According to the unit of the World Bank group, the processes involved in starting a business in the Philippines and securing construction permits are the biggest roadblocks for entrepreneurs.

In its Doing Business 2011 report, IFC said the Philippines ranked 156th in both the “starting a business” and “dealing with construction permits” categories of the survey.

The country’s dismal showing in these categories was mainly attributed to the length of time it would take to secure relevant permits, the number of steps related to business and construction permit applications, and the costs associated with getting applications approved.

In the “starting a business” category, the country had the most number of procedures, placed at 15, to secure all business registrations and permits. It tied with Brunei Darussalam, and stood behind China by just one procedure. The average for the East Asia and Pacific region was 7.8 steps.

The cost entailed in starting a business—at 29.7 percent of income per capita—was higher than the regional average of 27.1 percent.

The number of days it takes to secure construction permits in the Philippines is high at 169. In contrast, it takes only 25 days to secure the same permits in Singapore.

The costs associated with securing construction permits in the country was the highest in the region, at 778.5 percent of income per capita, more than thrice the regional average of 168.7 percent.

Reacting to the report, Trade Undersecretary and Board of Investments managing head Cristino Panlilio said the results were a cause for concern.

“We are worried about all these things,” Panlilio said. “We’ve assigned a task force to get all the inputs and factors affecting the results of these ratings.
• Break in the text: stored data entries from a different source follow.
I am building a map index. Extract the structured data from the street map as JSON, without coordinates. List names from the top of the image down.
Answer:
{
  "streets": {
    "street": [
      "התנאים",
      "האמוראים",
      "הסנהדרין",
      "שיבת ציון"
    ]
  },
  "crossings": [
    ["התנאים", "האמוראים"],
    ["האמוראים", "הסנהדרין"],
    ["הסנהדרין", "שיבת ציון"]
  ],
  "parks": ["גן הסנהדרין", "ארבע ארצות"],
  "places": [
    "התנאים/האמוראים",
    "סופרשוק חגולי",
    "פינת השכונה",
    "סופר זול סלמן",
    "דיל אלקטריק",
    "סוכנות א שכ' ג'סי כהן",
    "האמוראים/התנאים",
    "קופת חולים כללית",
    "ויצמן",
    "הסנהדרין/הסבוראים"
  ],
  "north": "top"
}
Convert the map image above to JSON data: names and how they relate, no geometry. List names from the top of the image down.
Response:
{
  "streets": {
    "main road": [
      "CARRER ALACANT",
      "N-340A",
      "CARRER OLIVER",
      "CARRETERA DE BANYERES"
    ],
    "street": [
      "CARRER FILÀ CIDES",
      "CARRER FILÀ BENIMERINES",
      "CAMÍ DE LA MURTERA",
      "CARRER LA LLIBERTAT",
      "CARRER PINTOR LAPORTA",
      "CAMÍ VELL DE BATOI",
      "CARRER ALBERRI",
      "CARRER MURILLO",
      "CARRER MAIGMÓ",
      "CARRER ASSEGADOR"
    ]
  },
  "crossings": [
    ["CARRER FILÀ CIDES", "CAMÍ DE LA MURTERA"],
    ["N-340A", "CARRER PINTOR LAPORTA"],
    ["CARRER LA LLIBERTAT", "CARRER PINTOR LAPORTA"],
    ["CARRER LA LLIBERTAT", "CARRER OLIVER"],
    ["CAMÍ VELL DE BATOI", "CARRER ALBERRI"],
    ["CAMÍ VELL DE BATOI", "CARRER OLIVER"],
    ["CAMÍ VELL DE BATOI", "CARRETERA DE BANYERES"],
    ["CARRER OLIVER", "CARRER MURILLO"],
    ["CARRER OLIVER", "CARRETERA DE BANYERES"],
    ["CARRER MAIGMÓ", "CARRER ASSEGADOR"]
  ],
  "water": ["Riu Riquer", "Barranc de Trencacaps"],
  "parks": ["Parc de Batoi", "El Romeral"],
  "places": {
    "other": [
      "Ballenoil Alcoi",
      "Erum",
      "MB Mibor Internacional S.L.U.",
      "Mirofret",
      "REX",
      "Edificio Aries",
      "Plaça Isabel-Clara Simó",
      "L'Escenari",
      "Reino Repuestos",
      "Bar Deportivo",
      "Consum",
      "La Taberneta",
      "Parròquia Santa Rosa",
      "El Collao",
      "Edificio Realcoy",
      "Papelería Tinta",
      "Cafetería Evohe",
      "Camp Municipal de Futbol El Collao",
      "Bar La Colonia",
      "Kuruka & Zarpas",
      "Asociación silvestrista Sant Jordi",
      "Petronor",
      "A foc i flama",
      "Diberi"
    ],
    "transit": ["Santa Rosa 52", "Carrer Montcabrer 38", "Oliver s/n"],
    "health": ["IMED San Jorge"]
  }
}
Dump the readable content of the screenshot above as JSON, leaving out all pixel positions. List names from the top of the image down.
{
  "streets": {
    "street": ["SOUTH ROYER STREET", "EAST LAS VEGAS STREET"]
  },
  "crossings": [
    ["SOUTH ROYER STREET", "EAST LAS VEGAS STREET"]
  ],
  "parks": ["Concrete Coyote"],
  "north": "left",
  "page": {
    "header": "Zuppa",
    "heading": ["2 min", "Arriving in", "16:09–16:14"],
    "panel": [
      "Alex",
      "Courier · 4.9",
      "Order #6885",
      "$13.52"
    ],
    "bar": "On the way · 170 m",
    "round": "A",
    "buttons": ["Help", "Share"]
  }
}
We want to categorize which are immediately controllable, and those that will take longer, and are even impossible, to address.”

He expressed optimism that the country would score better in all relevant competitiveness surveys by 2012.

“Our goal is to get into the top 50 percent, to at least be in the midpoint, of the rankings,” Panlilio said.


Fed move worries BSP

THE BANGKO SENTRAL ng Pilipinas (BSP) joined counterparts in other emerging markets on Thursday in expressing concern over the Federal Reserve’s decision to further prop up the US economy through a move that involves printing billions of dollars.

The US central bank announced on Wednesday that it would purchase $600 billion worth of government bonds, a plan that involves buying about $75 billion in longer-term Treasury bonds per month until the end of June next year. The move is designed to provide liquidity to the US system to spur economic activity.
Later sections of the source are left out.